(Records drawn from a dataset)
=-=-=

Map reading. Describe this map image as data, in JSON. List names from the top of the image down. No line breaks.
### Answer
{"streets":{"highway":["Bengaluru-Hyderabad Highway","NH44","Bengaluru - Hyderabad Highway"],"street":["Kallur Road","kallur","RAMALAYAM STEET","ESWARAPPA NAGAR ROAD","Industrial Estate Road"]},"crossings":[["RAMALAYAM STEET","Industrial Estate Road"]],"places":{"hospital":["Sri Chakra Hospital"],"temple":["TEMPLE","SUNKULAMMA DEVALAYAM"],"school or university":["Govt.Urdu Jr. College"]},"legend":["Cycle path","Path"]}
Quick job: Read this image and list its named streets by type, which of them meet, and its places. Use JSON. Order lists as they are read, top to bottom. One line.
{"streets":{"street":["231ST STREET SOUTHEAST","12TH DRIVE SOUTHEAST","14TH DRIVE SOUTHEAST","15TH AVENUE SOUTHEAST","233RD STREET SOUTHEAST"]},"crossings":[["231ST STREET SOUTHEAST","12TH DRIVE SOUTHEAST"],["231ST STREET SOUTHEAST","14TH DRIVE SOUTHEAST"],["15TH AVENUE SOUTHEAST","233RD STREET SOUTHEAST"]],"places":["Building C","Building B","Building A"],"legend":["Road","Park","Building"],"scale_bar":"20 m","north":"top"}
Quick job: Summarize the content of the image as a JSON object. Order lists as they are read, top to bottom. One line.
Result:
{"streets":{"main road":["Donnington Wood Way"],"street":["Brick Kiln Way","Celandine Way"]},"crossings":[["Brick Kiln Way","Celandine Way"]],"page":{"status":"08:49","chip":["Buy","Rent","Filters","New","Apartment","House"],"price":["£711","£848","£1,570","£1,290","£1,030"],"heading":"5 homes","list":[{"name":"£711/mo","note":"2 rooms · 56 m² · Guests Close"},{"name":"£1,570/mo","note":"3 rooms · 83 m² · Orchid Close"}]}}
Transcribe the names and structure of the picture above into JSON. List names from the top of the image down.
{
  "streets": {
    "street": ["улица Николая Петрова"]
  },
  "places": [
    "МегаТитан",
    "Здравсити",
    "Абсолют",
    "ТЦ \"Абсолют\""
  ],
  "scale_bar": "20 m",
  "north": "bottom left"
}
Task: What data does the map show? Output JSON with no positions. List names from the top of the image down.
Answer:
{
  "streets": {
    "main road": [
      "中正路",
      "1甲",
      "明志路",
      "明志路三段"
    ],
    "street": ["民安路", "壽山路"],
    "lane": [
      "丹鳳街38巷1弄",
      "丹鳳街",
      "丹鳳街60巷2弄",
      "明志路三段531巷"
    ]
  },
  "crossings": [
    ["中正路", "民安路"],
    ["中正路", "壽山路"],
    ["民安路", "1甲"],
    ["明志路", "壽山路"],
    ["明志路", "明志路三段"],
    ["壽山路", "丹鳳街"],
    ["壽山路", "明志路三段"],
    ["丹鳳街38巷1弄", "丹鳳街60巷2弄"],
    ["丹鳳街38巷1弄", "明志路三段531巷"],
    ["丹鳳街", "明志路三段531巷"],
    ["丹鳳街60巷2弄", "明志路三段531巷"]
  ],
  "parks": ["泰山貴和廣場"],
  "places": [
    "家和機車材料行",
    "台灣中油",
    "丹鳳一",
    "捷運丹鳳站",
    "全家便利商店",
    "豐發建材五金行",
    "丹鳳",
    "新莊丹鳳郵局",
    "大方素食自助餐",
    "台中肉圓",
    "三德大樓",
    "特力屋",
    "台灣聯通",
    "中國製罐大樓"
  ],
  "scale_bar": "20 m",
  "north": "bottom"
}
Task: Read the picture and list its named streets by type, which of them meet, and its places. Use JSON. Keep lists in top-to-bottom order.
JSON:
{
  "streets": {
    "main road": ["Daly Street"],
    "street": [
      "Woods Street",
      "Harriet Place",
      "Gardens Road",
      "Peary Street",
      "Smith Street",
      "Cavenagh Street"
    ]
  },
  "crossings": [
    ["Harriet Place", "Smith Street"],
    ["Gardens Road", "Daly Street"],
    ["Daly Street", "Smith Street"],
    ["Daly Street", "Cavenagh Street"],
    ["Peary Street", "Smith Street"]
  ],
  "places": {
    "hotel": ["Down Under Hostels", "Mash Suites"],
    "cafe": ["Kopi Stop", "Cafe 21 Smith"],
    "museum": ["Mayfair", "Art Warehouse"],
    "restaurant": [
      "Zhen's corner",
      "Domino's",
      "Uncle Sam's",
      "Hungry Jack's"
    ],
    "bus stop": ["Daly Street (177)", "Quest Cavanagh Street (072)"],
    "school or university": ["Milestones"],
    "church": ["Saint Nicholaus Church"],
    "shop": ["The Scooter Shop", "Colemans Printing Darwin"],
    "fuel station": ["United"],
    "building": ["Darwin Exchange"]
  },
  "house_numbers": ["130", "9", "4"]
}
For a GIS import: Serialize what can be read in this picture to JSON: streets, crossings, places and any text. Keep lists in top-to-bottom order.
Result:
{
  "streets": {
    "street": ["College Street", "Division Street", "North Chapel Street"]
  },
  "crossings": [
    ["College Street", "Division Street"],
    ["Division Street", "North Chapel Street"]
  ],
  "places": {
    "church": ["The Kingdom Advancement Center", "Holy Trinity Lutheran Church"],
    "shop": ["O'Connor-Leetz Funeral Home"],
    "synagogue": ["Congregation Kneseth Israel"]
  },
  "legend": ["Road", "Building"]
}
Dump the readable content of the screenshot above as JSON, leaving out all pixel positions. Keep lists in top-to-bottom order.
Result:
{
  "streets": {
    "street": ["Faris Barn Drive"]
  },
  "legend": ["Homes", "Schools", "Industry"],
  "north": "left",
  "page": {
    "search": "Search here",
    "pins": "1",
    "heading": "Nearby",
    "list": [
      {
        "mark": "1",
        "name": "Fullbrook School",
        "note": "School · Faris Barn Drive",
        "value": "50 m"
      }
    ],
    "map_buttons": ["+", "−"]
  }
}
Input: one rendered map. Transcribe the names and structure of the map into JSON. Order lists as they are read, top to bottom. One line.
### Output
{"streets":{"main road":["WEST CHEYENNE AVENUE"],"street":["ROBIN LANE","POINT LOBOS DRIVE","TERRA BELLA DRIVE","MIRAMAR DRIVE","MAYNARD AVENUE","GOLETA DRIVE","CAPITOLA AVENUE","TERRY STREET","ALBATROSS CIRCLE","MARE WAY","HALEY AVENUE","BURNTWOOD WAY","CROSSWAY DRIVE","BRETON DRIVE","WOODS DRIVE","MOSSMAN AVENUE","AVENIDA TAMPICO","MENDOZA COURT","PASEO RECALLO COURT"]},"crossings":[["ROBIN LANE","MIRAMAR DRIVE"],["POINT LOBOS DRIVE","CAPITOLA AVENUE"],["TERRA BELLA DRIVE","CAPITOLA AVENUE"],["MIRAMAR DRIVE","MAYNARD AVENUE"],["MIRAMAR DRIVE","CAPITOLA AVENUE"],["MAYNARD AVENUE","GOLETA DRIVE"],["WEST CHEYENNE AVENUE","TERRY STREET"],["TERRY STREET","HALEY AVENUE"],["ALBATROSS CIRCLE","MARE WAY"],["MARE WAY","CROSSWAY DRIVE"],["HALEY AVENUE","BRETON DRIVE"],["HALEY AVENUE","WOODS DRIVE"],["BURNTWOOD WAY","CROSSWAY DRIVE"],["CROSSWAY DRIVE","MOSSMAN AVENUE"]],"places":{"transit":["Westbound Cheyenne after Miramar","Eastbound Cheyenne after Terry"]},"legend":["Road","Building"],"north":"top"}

=-=-=

**BRIEF**
Write out the data above again, word for word.

**FINISHED EXERCISE**
Map reading. Describe this map image as data, in JSON. List names from the top of the image down. No line breaks.
### Answer
{"streets":{"highway":["Bengaluru-Hyderabad Highway","NH44","Bengaluru - Hyderabad Highway"],"street":["Kallur Road","kallur","RAMALAYAM STEET","ESWARAPPA NAGAR ROAD","Industrial Estate Road"]},"crossings":[["RAMALAYAM STEET","Industrial Estate Road"]],"places":{"hospital":["Sri Chakra Hospital"],"temple":["TEMPLE","SUNKULAMMA DEVALAYAM"],"school or university":["Govt.Urdu Jr. College"]},"legend":["Cycle path","Path"]}
Quick job: Read this image and list its named streets by type, which of them meet, and its places. Use JSON. Order lists as they are read, top to bottom. One line.
{"streets":{"street":["231ST STREET SOUTHEAST","12TH DRIVE SOUTHEAST","14TH DRIVE SOUTHEAST","15TH AVENUE SOUTHEAST","233RD STREET SOUTHEAST"]},"crossings":[["231ST STREET SOUTHEAST","12TH DRIVE SOUTHEAST"],["231ST STREET SOUTHEAST","14TH DRIVE SOUTHEAST"],["15TH AVENUE SOUTHEAST","233RD STREET SOUTHEAST"]],"places":["Building C","Building B","Building A"],"legend":["Road","Park","Building"],"scale_bar":"20 m","north":"top"}
Quick job: Summarize the content of the image as a JSON object. Order lists as they are read, top to bottom. One line.
Result:
{"streets":{"main road":["Donnington Wood Way"],"street":["Brick Kiln Way","Celandine Way"]},"crossings":[["Brick Kiln Way","Celandine Way"]],"page":{"status":"08:49","chip":["Buy","Rent","Filters","New","Apartment","House"],"price":["£711","£848","£1,570","£1,290","£1,030"],"heading":"5 homes","list":[{"name":"£711/mo","note":"2 rooms · 56 m² · Guests Close"},{"name":"£1,570/mo","note":"3 rooms · 83 m² · Orchid Close"}]}}
Transcribe the names and structure of the picture above into JSON. List names from the top of the image down.
{
  "streets": {
    "street": ["улица Николая Петрова"]
  },
  "places": [
    "МегаТитан",
    "Здравсити",
    "Абсолют",
    "ТЦ \"Абсолют\""
  ],
  "scale_bar": "20 m",
  "north": "bottom left"
}
Task: What data does the map show? Output JSON with no positions. List names from the top of the image down.
Answer:
{
  "streets": {
    "main road": [
      "中正路",
      "1甲",
      "明志路",
      "明志路三段"
    ],
    "street": ["民安路", "壽山路"],
    "lane": [
      "丹鳳街38巷1弄",
      "丹鳳街",
      "丹鳳街60巷2弄",
      "明志路三段531巷"
    ]
  },
  "crossings": [
    ["中正路", "民安路"],
    ["中正路", "壽山路"],
    ["民安路", "1甲"],
    ["明志路", "壽山路"],
    ["明志路", "明志路三段"],
    ["壽山路", "丹鳳街"],
    ["壽山路", "明志路三段"],
    ["丹鳳街38巷1弄", "丹鳳街60巷2弄"],
    ["丹鳳街38巷1弄", "明志路三段531巷"],
    ["丹鳳街", "明志路三段531巷"],
    ["丹鳳街60巷2弄", "明志路三段531巷"]
  ],
  "parks": ["泰山貴和廣場"],
  "places": [
    "家和機車材料行",
    "台灣中油",
    "丹鳳一",
    "捷運丹鳳站",
    "全家便利商店",
    "豐發建材五金行",
    "丹鳳",
    "新莊丹鳳郵局",
    "大方素食自助餐",
    "台中肉圓",
    "三德大樓",
    "特力屋",
    "台灣聯通",
    "中國製罐大樓"
  ],
  "scale_bar": "20 m",
  "north": "bottom"
}
Task: Read the picture and list its named streets by type, which of them meet, and its places. Use JSON. Keep lists in top-to-bottom order.
JSON:
{
  "streets": {
    "main road": ["Daly Street"],
    "street": [
      "Woods Street",
      "Harriet Place",
      "Gardens Road",
      "Peary Street",
      "Smith Street",
      "Cavenagh Street"
    ]
  },
  "crossings": [
    ["Harriet Place", "Smith Street"],
    ["Gardens Road", "Daly Street"],
    ["Daly Street", "Smith Street"],
    ["Daly Street", "Cavenagh Street"],
    ["Peary Street", "Smith Street"]
  ],
  "places": {
    "hotel": ["Down Under Hostels", "Mash Suites"],
    "cafe": ["Kopi Stop", "Cafe 21 Smith"],
    "museum": ["Mayfair", "Art Warehouse"],
    "restaurant": [
      "Zhen's corner",
      "Domino's",
      "Uncle Sam's",
      "Hungry Jack's"
    ],
    "bus stop": ["Daly Street (177)", "Quest Cavanagh Street (072)"],
    "school or university": ["Milestones"],
    "church": ["Saint Nicholaus Church"],
    "shop": ["The Scooter Shop", "Colemans Printing Darwin"],
    "fuel station": ["United"],
    "building": ["Darwin Exchange"]
  },
  "house_numbers": ["130", "9", "4"]
}
For a GIS import: Serialize what can be read in this picture to JSON: streets, crossings, places and any text. Keep lists in top-to-bottom order.
Result:
{
  "streets": {
    "street": ["College Street", "Division Street", "North Chapel Street"]
  },
  "crossings": [
    ["College Street", "Division Street"],
    ["Division Street", "North Chapel Street"]
  ],
  "places": {
    "church": ["The Kingdom Advancement Center", "Holy Trinity Lutheran Church"],
    "shop": ["O'Connor-Leetz Funeral Home"],
    "synagogue": ["Congregation Kneseth Israel"]
  },
  "legend": ["Road", "Building"]
}
Dump the readable content of the screenshot above as JSON, leaving out all pixel positions. Keep lists in top-to-bottom order.
Result:
{
  "streets": {
    "street": ["Faris Barn Drive"]
  },
  "legend": ["Homes", "Schools", "Industry"],
  "north": "left",
  "page": {
    "search": "Search here",
    "pins": "1",
    "heading": "Nearby",
    "list": [
      {
        "mark": "1",
        "name": "Fullbrook School",
        "note": "School · Faris Barn Drive",
        "value": "50 m"
      }
    ],
    "map_buttons": ["+", "−"]
  }
}
Input: one rendered map. Transcribe the names and structure of the map into JSON. Order lists as they are read, top to bottom. One line.
### Output
{"streets":{"main road":["WEST CHEYENNE AVENUE"],"street":["ROBIN LANE","POINT LOBOS DRIVE","TERRA BELLA DRIVE","MIRAMAR DRIVE","MAYNARD AVENUE","GOLETA DRIVE","CAPITOLA AVENUE","TERRY STREET","ALBATROSS CIRCLE","MARE WAY","HALEY AVENUE","BURNTWOOD WAY","CROSSWAY DRIVE","BRETON DRIVE","WOODS DRIVE","MOSSMAN AVENUE","AVENIDA TAMPICO","MENDOZA COURT","PASEO RECALLO COURT"]},"crossings":[["ROBIN LANE","MIRAMAR DRIVE"],["POINT LOBOS DRIVE","CAPITOLA AVENUE"],["TERRA BELLA DRIVE","CAPITOLA AVENUE"],["MIRAMAR DRIVE","MAYNARD AVENUE"],["MIRAMAR DRIVE","CAPITOLA AVENUE"],["MAYNARD AVENUE","GOLETA DRIVE"],["WEST CHEYENNE AVENUE","TERRY STREET"],["TERRY STREET","HALEY AVENUE"],["ALBATROSS CIRCLE","MARE WAY"],["MARE WAY","CROSSWAY DRIVE"],["HALEY AVENUE","BRETON DRIVE"],["HALEY AVENUE","WOODS DRIVE"],["BURNTWOOD WAY","CROSSWAY DRIVE"],["CROSSWAY DRIVE","MOSSMAN AVENUE"]],"places":{"transit":["Westbound Cheyenne after Miramar","Eastbound Cheyenne after Terry"]},"legend":["Road","Building"],"north":"top"}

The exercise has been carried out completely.